Set in a post-apocalyptic Manhattan — could there be a worse place to be during an apocalypse? — The story follows the duo, who form an unlikely partnership as they venture into the city to track down Maggie’s kidnapped son, Herschel. And of course, they have to stay alive in a city overrun by walkers and dangerous human factions
The Walking Dead: Daryl Dixon (2023 – )
We can’t have a Negan spinoff without a Daryl spinoff, and that’s where The Walking Dead: Daryl Dixon comes in. Norman Reedus reprises his role as Daryl, who mysteriously washes ashore in France, where the virus originated. With no memory of how he got there, Daryl must make his way through the violence of provincial France and contend with different strains of the virus he’s never seen before.
Early on, Daryl discovers a young child and their caretakers in danger and takes it upon himself to protect them as they make their way to the Nest, a sanctuary near Paris, in exchange for secured passage back to America. Along the way, he forms new alliances and encounters dangerous enemies, including survivors who have adapted to the apocalypse in very different ways than he has. The third season is set to premiere on September 7, 2025.

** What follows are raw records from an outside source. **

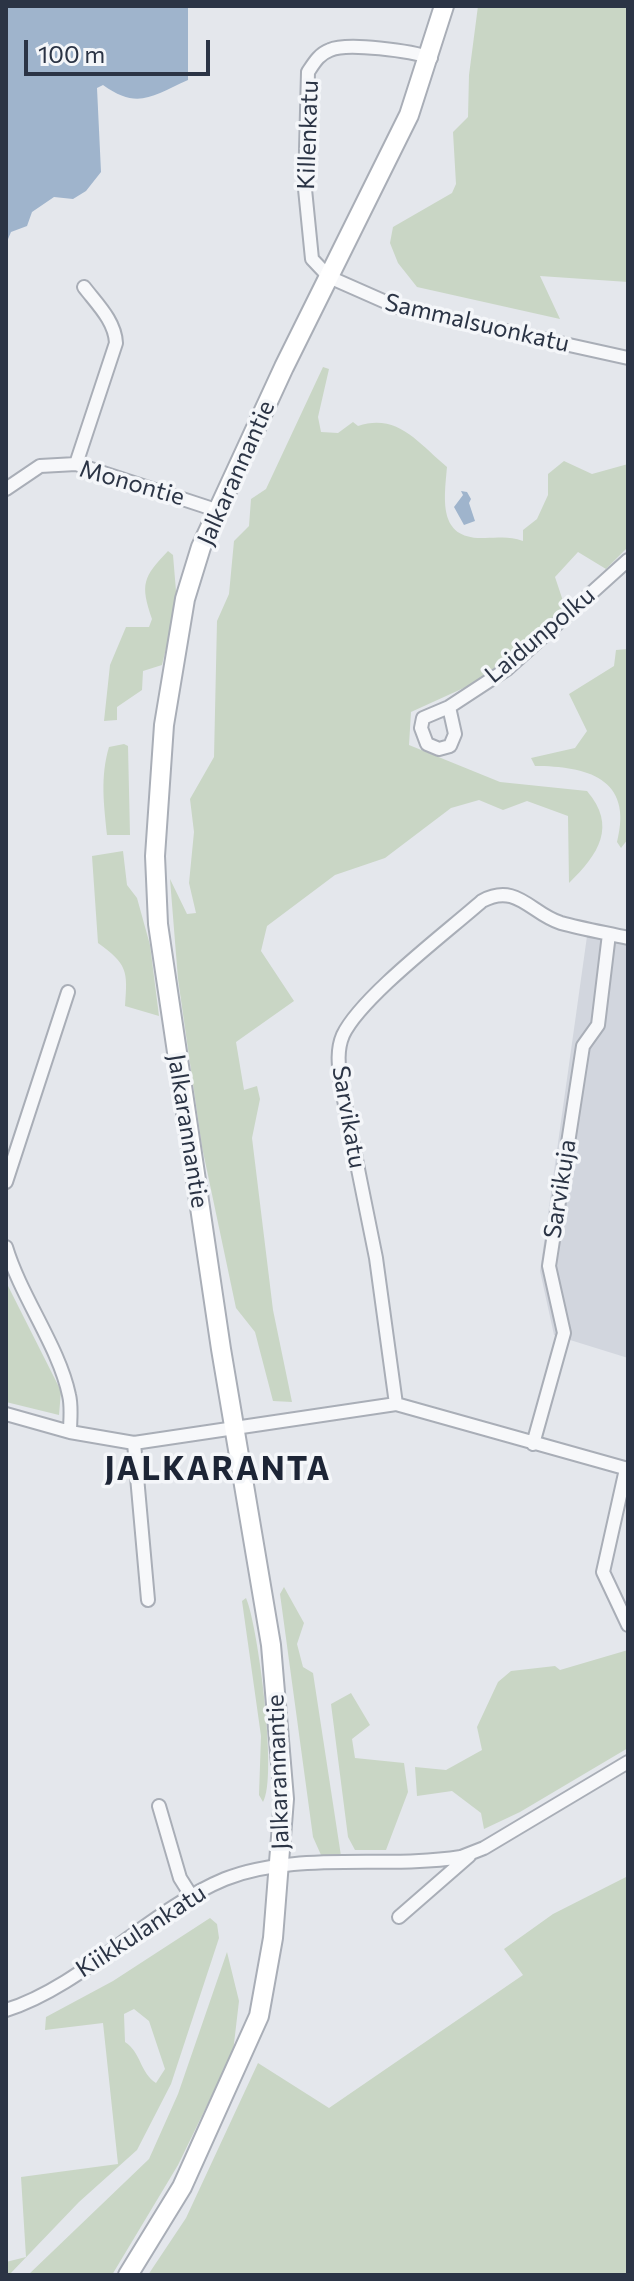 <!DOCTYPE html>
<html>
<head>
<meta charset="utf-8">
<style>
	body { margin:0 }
	#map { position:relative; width:634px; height:2281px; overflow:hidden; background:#e4e7ec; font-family:Commissioner,sans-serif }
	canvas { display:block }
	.frame { position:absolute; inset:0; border:8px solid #2b3445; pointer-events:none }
	.scale { position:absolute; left:24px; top:40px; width:186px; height:36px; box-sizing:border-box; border:4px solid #2b3445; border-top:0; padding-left:10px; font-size:24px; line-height:28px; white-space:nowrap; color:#2b3445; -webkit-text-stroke:6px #f4f6f9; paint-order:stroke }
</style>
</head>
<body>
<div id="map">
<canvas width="634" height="2281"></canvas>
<div class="frame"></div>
<div class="scale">100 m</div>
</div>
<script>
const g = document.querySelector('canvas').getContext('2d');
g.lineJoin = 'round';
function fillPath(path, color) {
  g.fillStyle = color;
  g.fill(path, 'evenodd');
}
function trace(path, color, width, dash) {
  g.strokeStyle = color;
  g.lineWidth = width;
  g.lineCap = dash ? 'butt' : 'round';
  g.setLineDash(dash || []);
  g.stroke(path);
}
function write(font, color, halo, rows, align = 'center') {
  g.font = font + ' Commissioner,sans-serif';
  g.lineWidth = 7;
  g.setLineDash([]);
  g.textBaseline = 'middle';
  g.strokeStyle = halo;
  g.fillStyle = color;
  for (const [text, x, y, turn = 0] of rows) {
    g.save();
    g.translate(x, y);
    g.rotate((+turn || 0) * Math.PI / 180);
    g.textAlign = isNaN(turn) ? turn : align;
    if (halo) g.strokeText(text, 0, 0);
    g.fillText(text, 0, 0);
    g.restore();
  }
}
const built = new Path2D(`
	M 589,922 L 628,934 L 628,1358 L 554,1335 L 540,1271 Z`);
const green = new Path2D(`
	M 478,6 L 628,8 L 628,282 L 540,276 L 560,319 L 417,287 L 398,263 L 390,243 L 393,227 L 452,193 L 456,184 L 453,132 L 468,117 L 469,75 Z
	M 323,367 L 329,369 L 318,417 L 321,432 L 338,433 L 353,422 L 358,426 C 398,413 418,443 447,467 C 444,501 438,540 485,538 C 500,538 509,536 523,541 L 523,530 L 537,519 L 548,495 L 548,474 L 564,461 L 592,474 L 628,464 L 628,547 L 606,569 L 578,552 L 555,577 L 565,607 L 479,681 L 411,712 L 409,745 L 500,782 L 587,791 C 617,826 599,854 569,883 L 568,816 L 527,801 L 503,810 L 479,800 L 451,808 L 385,858 L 335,875 L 267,926 L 261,951 L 294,1001 L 236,1042 L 244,1090 L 257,1086 L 260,1099 L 252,1138 L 273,1310 L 292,1402 L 273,1401 L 255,1332 L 236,1308 L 202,1147 L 178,979 L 170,879 L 187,914 L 196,913 L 189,883 L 194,832 L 190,799 L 214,757 L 217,621 L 229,594 L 234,541 L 249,526 L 251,499 L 266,489 Z
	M 168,551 L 173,555 L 177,603 L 162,665 L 143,671 L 142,690 L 117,707 L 117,720 L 104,721 L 110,665 L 126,627 L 149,627 L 152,619 C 140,584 143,577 168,551 Z
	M 628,649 L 628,839 L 621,848 L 617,842 C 634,778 586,766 535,766 L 531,758 L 575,748 L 587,731 L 569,694 L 614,666 L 616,650 Z
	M 124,744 L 128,746 L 130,835 L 107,835 C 104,805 100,777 109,747 Z
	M 123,851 L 127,885 L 137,898 L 150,945 L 159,1016 L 125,1006 C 128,970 127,964 98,943 L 92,856 Z
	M 6,1282 L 61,1391 L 59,1415 L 6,1402 Z
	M 284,1587 L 304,1623 L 297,1644 L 303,1667 L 313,1673 L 341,1856 L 321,1855 L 313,1837 L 280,1594 Z
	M 246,1598 C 258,1625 278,1779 263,1802 L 259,1795 L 261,1736 L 242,1601 Z
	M 628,1650 L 628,1748 L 520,1812 L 484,1829 L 481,1813 L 452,1791 L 417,1796 L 415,1767 L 446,1770 L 482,1750 L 477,1727 L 498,1682 L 511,1671 L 555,1666 L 560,1670 Z
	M 351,1693 L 370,1725 L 352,1739 L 355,1758 L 404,1763 L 408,1792 L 386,1850 L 355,1850 L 348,1837 L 331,1704 Z
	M 628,1876 L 628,2275 L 148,2275 L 186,2218 L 258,2063 L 329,2108 L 523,1975 L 504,1949 L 553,1914 Z
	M 210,1918 L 217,1924 L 219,1938 L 171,2084 L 137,2150 L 79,2202 L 9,2275 L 6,2275 L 6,2262 L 26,2257 L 21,2177 L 118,2164 L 103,2023 L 45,2030 L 46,2017 L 113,1981 ZM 134,2009 L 149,2021 L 165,2069 L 156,2083 C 140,2073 141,2052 125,2042 L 124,2014 Z
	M 227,1952 L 239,2001 L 233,2052 L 178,2165 L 112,2275 L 28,2275 L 149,2159 L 178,2094 Z`);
const water = new Path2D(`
	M 6,6 L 188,6 L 188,80 C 152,96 138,110 103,85 L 97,88 L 101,172 L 86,191 L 73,199 L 54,197 L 32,212 L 27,226 L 11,232 L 6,244 Z
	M 461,491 L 467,492 L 471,499 L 469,503 L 475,521 L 464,525 L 454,507 L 463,495 Z`);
const street = new Path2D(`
	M 431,58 C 412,51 347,42 330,50 C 319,54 314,63 308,72 L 305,189 L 312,259 L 329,277 L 397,307 L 628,358
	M 76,464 L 116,343 C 115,321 97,304 84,287
	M 6,489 L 40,466 L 76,464 L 216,510
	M 449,707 L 455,734 L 450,746 L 439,749 L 427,744 L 421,728 L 423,718 L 449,707 L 507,669 L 628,560
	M 6,1182 L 68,992
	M 6,1247 C 21,1297 59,1347 69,1395 C 72,1407 70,1420 70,1432
	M 396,1404 L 628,1469
	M 6,1414 L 70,1432 L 134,1443 L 396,1404 L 376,1258 L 341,1085 C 339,1068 336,1051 343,1035 C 361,997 447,932 482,901 C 517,882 531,914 561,923 C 583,929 606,933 628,938
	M 134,1443 L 148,1600
	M 533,1444 L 564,1333 L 549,1266 L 583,1046 L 598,1025 L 609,934
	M 626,1469 L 603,1572 L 628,1625
	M 159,1806 L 180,1878 L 192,1897
	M 399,1917 L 469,1856
	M 6,2010 C 81,1987 150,1910 225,1879 C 295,1851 386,1869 461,1857 L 484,1848 L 628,1762`);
const secondary = new Path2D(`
	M 128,2275 L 182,2187 L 259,2016 L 273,1938 L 284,1799 L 271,1645 L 221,1349 L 158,924 L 155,856 L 164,725 L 185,599 L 201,547 L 284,367 L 409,115 L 444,6`);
const streetNames = [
	["Killenkatu",308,135,-88],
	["Sammalsuonkatu",477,323,13],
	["Jalkarannantie",236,473,-66],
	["Monontie",132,483,16],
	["Laidunpolku",540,635,-40],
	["Sarvikatu",349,1117,80],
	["Jalkarannantie",188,1131,81],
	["Sarvikuja",560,1189,-81],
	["Jalkarannantie",278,1772,-92],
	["Kiikkulankatu",141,1931,-33]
];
const districtNames = [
	["JALKARANTA",218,1469]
];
fillPath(built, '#d2d6de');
fillPath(green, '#c9d6c5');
fillPath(water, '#9fb4cc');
trace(street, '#a9aeb7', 16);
trace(secondary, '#a9aeb7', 22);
trace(street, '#f7f8fa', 12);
trace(secondary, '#fff', 18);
write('24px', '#2b3445', '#f4f6f9', streetNames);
g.letterSpacing = '2px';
write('bold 32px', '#1d2536', '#f4f6f9', districtNames);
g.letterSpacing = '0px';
</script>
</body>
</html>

The Walking Dead: The Ones Who Live (2024)
A six-episode miniseries created by Scott M. Gimple, Danai Gurira, and Andrew Lincoln, The Ones Who Live is set after the conclusion of The Walking Dead. Without giving away too many spoilers from the main series, it begins five years after the CRM took Rick Grimes. The series follows the separate journeys of its characters as they attempt to find one another, ultimately culminating in the long-awaited reunion between Rick and Michonne.

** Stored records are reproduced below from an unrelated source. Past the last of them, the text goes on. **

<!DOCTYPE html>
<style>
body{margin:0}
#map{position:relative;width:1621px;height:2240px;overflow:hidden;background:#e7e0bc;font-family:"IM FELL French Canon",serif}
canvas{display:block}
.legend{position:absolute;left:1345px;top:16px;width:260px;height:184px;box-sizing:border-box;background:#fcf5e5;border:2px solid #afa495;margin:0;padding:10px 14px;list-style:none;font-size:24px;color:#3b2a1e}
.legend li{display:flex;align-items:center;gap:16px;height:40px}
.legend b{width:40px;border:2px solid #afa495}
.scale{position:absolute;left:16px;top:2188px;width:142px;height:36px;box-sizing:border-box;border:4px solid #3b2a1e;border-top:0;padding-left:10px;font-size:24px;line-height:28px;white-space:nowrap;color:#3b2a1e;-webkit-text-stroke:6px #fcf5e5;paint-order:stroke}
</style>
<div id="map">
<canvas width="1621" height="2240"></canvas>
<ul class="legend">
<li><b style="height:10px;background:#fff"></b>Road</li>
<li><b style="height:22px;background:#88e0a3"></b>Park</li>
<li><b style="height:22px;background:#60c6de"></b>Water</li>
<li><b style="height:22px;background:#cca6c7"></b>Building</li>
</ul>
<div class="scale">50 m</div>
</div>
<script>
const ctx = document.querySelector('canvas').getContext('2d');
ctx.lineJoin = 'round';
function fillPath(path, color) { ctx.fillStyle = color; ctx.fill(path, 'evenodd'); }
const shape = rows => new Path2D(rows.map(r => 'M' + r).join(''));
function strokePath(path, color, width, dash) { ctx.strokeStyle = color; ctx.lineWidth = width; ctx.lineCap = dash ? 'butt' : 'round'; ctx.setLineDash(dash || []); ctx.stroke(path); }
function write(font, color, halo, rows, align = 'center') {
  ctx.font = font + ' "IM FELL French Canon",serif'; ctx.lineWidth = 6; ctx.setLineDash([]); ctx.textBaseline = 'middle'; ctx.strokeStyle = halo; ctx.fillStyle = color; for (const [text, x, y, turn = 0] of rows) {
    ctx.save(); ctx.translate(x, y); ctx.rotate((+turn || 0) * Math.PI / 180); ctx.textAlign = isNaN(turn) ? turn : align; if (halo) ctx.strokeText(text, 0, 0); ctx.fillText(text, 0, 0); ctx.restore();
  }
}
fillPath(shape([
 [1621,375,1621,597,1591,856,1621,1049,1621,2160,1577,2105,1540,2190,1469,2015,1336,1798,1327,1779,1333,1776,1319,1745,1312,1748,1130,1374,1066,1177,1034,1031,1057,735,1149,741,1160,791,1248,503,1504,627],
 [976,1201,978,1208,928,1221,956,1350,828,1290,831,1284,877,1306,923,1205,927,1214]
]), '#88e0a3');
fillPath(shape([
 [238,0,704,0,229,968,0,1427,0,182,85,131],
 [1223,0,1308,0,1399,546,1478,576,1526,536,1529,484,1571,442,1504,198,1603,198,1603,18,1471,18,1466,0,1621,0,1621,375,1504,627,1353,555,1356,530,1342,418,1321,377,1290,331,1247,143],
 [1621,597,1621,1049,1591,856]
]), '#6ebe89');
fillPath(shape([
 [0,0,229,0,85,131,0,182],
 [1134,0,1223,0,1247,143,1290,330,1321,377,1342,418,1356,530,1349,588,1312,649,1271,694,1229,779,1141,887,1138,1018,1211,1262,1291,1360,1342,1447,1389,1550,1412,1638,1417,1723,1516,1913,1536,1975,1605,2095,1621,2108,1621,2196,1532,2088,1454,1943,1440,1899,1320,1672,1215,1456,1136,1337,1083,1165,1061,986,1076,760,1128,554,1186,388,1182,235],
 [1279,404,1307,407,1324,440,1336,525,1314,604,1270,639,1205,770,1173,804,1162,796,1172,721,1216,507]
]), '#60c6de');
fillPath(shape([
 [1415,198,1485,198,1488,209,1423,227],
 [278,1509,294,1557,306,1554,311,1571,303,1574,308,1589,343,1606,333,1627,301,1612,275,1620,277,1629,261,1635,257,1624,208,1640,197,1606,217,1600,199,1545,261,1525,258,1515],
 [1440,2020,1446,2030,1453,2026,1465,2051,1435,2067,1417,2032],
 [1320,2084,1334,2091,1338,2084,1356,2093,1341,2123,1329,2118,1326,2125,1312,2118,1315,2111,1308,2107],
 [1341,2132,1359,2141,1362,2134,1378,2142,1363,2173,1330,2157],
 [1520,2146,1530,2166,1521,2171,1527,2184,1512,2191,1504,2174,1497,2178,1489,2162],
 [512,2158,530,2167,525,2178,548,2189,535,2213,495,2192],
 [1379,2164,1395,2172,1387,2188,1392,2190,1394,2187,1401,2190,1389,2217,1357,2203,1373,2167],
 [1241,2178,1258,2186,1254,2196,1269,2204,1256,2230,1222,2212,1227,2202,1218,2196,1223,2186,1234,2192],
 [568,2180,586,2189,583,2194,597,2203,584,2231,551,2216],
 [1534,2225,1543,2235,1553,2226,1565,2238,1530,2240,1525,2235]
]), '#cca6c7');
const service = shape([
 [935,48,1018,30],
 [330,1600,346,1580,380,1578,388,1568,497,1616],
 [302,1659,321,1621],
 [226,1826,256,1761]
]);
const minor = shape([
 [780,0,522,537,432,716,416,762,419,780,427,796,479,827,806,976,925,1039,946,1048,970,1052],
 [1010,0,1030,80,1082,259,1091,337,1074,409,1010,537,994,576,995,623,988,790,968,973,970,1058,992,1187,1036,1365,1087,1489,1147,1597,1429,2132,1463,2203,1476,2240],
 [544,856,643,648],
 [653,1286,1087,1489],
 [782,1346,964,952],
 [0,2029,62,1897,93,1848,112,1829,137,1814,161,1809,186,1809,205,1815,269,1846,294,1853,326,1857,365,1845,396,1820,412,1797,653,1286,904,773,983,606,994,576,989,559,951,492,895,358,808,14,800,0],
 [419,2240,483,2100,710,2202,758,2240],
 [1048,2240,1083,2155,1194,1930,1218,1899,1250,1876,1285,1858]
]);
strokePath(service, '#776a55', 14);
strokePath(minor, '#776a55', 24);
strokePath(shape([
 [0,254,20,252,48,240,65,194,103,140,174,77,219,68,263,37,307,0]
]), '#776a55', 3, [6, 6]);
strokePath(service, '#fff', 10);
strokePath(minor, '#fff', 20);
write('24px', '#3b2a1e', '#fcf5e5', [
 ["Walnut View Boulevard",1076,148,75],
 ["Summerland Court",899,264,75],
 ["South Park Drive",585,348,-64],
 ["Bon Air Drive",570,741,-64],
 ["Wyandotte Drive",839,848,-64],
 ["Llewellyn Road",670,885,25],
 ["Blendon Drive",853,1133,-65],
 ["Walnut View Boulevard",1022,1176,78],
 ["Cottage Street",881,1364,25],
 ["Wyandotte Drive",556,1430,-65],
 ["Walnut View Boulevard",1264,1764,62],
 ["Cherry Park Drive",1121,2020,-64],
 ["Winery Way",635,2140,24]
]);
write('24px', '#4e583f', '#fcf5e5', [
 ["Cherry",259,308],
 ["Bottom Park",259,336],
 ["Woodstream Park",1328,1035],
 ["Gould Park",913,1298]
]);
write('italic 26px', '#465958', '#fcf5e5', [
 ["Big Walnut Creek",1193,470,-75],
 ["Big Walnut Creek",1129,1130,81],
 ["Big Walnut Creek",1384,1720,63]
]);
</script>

While the series didn’t get the most outstanding reviews, it did fully wrap up the storyline between Rick and Michonne, which was one of the biggest issues fans — and even the creators — had with their incomplete arcs in the original series. Whether or not the series did much beyond that is hard to say, but we’re not complaining. We like a nice bow to tie things up.